* EXERCISE REQUIREMENTS *
All lines of the material below that include the string "radius" are to be copied.

* EXERCISE INPUT *
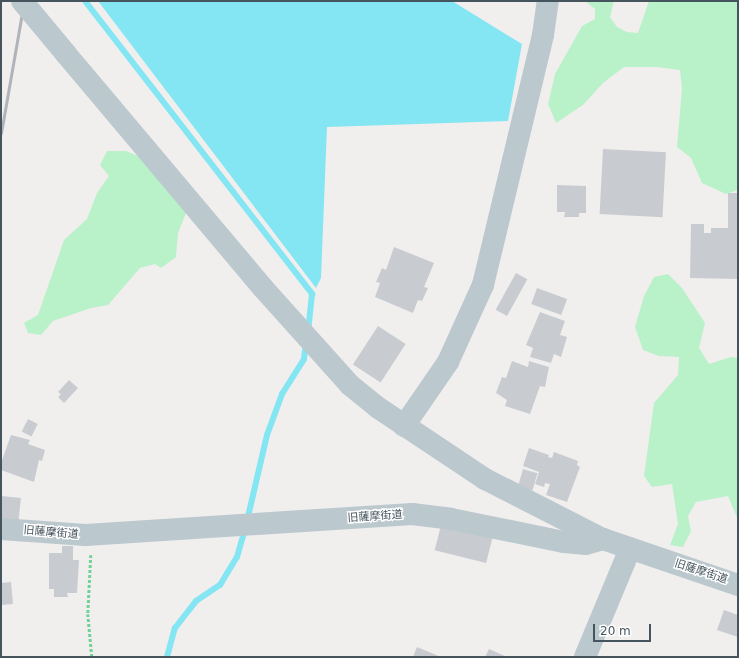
<!DOCTYPE html>
<meta charset="utf-8">
<style>
body{margin:0}
#map{position:relative;width:739px;height:658px;overflow:hidden;background:#f1eeee;font-family:"DejaVu Sans","Noto Sans JP",sans-serif}
div>[style]{position:absolute}
.green>*{inset:0;background:#b9f2c9}
.water>*{inset:0;background:#83e6f2}
.stream>*{height:6px;margin:-3px;padding:0 3px;transform-origin:3px;border-radius:3px;background:#83e6f2}
.building>*{inset:0;background:#c8ccd1;transform-origin:0 0}
.path>*{height:2.5px;margin-top:-1.25px;transform-origin:0;background:repeating-linear-gradient(90deg,#6fd297 0 3px,transparent 0 5px)}
.minor>*{height:22px;margin:-11px;padding:0 11px;transform-origin:11px;border-radius:11px;background:#bbc8ce}
.rail>*{height:3px;margin:-1.5px;padding:0 1.5px;transform-origin:1.5px;border-radius:1.5px;background:#b0b4b9}
.minor-bridge>*{height:22px;margin:-11px;padding:0 11px;transform-origin:11px;border-radius:11px;background:#bbc8ce}
span{translate:-50% -50%;white-space:nowrap;text-align:center;line-height:1.15;-webkit-text-stroke:3px #fff;paint-order:stroke}
.street-label{font-size:11px;color:#45545d}
.frame{position:absolute;inset:0;border:2px solid #45545d;pointer-events:none}
.scale{position:absolute;left:593px;top:624px;width:58px;height:18px;box-sizing:border-box;border:2px solid #45545d;border-top:0;padding-left:5px;font-size:12px;line-height:14px;white-space:nowrap;color:#45545d;-webkit-text-stroke:3px #fff;paint-order:stroke}
</style>
<div id="map">
<div class="green">
<i style="clip-path:polygon(585px 1px,614px 1px,610px 17px,617px 27px,627px 32px,638px 33px,649px 1px,738px 1px,738px 190px,726px 194px,702px 183px,691px 158px,677px 147px,682px 88px,680px 70px,657px 67px,624px 67px,603px 83px,583px 105px,556px 123px,548px 104px,555px 74px,582px 26px,595px 19px,595px 9px)"></i>
<i style="clip-path:polygon(107px 151px,126px 151px,138px 156px,188px 208px,178px 233px,176px 257px,161px 268px,155px 264px,140px 268px,108px 305px,91px 308px,53px 321px,41px 335px,28px 333px,24px 323px,38px 315px,64px 240px,87px 219px,97px 193px,109px 176px,100px 165px)"></i>
<i style="clip-path:polygon(668px 274px,682px 288px,705px 323px,699px 348px,709px 364px,731px 357px,738px 358px,738px 520px,728px 496px,696px 502px,688px 516px,691px 531px,683px 547px,670px 545px,678px 524px,672px 484px,652px 487px,644px 476px,654px 403px,678px 375px,679px 357px,659px 356px,643px 350px,635px 327px,644px 296px,654px 277px)"></i>
</div>
<div class="water">
<i style="clip-path:polygon(98px 1px,452px 1px,522px 44px,508px 121px,327px 127px,321px 278px,316px 288px)"></i>
</div>
<div class="stream">
<i style="left:85px;top:1px;width:371px;rotate:52.2deg"></i>
<i style="left:312px;top:294px;width:36px;rotate:96deg"></i>
<i style="left:247px;top:521px;width:88px;rotate:-76.9deg"></i>
<i style="left:267px;top:435px;width:44px;rotate:-69.9deg"></i>
<i style="left:282px;top:394px;width:41px;rotate:-57.8deg"></i>
<i style="left:304px;top:359px;width:16px;rotate:-83deg"></i>
<i style="left:167px;top:657px;width:30px;rotate:-75deg"></i>
<i style="left:175px;top:628px;width:34px;rotate:-52deg"></i>
<i style="left:196px;top:601px;width:29px;rotate:-34deg"></i>
<i style="left:220px;top:585px;width:33px;rotate:-59deg"></i>
<i style="left:237px;top:557px;width:29px;rotate:-74deg"></i>
</div>
<div class="building">
<i style="left:603px;top:149px;width:63px;height:65px;rotate:3deg"></i>
<i style="clip-path:polygon(557px 185px,586px 186px,586px 213px,579px 213px,579px 217px,564px 217px,565px 212px,557px 212px)"></i>
<i style="clip-path:polygon(728px 193px,738px 193px,738px 279px,690px 278px,691px 224px,704px 224px,704px 233px,711px 233px,711px 228px,728px 228px)"></i>
<i style="clip-path:polygon(394px 247px,434px 263px,424px 287px,428px 288px,422px 301px,418px 300px,413px 313px,375px 297px,380px 283px,376px 282px,382px 268px,386px 270px)"></i>
<i style="left:516px;top:273px;width:13px;height:42px;rotate:29deg"></i>
<i style="left:537px;top:288px;width:32px;height:17px;rotate:20deg"></i>
<i style="clip-path:polygon(540px 312px,565px 321px,560px 335px,567px 337px,561px 357px,554px 354px,551px 363px,530px 357px,533px 348px,526px 345px)"></i>
<i style="left:378px;top:326px;width:33px;height:46px;rotate:33deg"></i>
<i style="clip-path:polygon(512px 361px,528px 367px,529px 361px,549px 367px,545px 387px,540px 386px,530px 414px,505px 406px,507px 400px,496px 393px,502px 377px,506px 378px)"></i>
<i style="clip-path:polygon(69px 380px,78px 388px,64px 403px,58px 397px,61px 394px,58px 392px)"></i>
<i style="left:28px;top:419px;width:11px;height:14px;rotate:27deg"></i>
<i style="clip-path:polygon(11px 435px,30px 440px,28px 444px,45px 450px,42px 461px,39px 460px,34px 482px,1px 470px,1px 463px)"></i>
<i style="clip-path:polygon(529px 448px,549px 455px,548px 457px,552px 458px,554px 452px,578px 461px,577px 465px,580px 467px,567px 502px,546px 495px,550px 484px,545px 483px,544px 487px,535px 484px,539px 472px,523px 466px)"></i>
<i style="left:523px;top:469px;width:15px;height:18px;rotate:16deg"></i>
<i style="left:1px;top:496px;width:20px;height:23px;rotate:6deg"></i>
<i style="left:441px;top:525px;width:53px;height:26px;rotate:14deg"></i>
<i style="clip-path:polygon(62px 546px,73px 546px,73px 560px,79px 560px,77px 593px,67px 593px,68px 597px,54px 597px,54px 589px,49px 589px,49px 553px,62px 553px)"></i>
<i style="clip-path:polygon(11px 582px,13px 604px,1px 605px,1px 583px)"></i>
<i style="clip-path:polygon(724px 610px,738px 615px,738px 637px,717px 630px)"></i>
<i style="clip-path:polygon(417px 647px,441px 657px,413px 657px)"></i>
<i style="clip-path:polygon(489px 649px,507px 657px,485px 657px)"></i>
</div>
<div class="path">
<i style="left:91px;top:555px;width:59px;rotate:92.9deg"></i>
<i style="left:88px;top:614px;width:43px;rotate:84.7deg"></i>
</div>
<div class="minor">
<i style="left:66px;top:54px;width:306px;rotate:49.9deg"></i>
<i style="left:263px;top:288px;width:130px;rotate:48.1deg"></i>
<i style="left:350px;top:385px;width:35px;rotate:39deg"></i>
<i style="left:377px;top:407px;width:130px;rotate:33.7deg"></i>
<i style="left:485px;top:479px;width:132px;rotate:27deg"></i>
<i style="left:404px;top:426px;width:78px;rotate:-55.5deg"></i>
<i style="left:448px;top:362px;width:85px;rotate:-65.6deg"></i>
<i style="left:483px;top:285px;width:257px;rotate:-76.5deg"></i>
<i style="left:543px;top:35px;width:34px;rotate:-82deg"></i>
<i style="left:1px;top:529px;width:85px;rotate:4deg"></i>
<i style="left:86px;top:535px;width:327px;rotate:-3.7deg"></i>
<i style="left:412px;top:514px;width:39px;rotate:7deg"></i>
<i style="left:451px;top:519px;width:115px;rotate:11.5deg"></i>
<i style="left:564px;top:542px;width:22px;rotate:5deg"></i>
<i style="left:586px;top:544px;width:18px;rotate:-16deg"></i>
<i style="left:603px;top:539px;width:143px;rotate:18.8deg"></i>
<i style="left:585px;top:657px;width:117px;rotate:-67.4deg"></i>
</div>
<div class="rail">
<i style="left:1px;top:133px;width:134px;rotate:-80.1deg"></i>
</div>
<div class="minor-bridge">
<i style="left:22px;top:1px;width:69px;rotate:50.3deg"></i>
</div>
<div class="street-label">
<span style="left:375px;top:517px;rotate:-4deg">旧薩摩街道</span>
<span style="left:51px;top:533px;rotate:5deg">旧薩摩街道</span>
<span style="left:701px;top:572px;rotate:18deg">旧薩摩街道</span>
</div>
<div class="frame"></div>
<div class="scale">20 m</div>
</div>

* RESPONSE AREA *
.stream>*{height:6px;margin:-3px;padding:0 3px;transform-origin:3px;border-radius:3px;background:#83e6f2}
.minor>*{height:22px;margin:-11px;padding:0 11px;transform-origin:11px;border-radius:11px;background:#bbc8ce}
.rail>*{height:3px;margin:-1.5px;padding:0 1.5px;transform-origin:1.5px;border-radius:1.5px;background:#b0b4b9}
.minor-bridge>*{height:22px;margin:-11px;padding:0 11px;transform-origin:11px;border-radius:11px;background:#bbc8ce}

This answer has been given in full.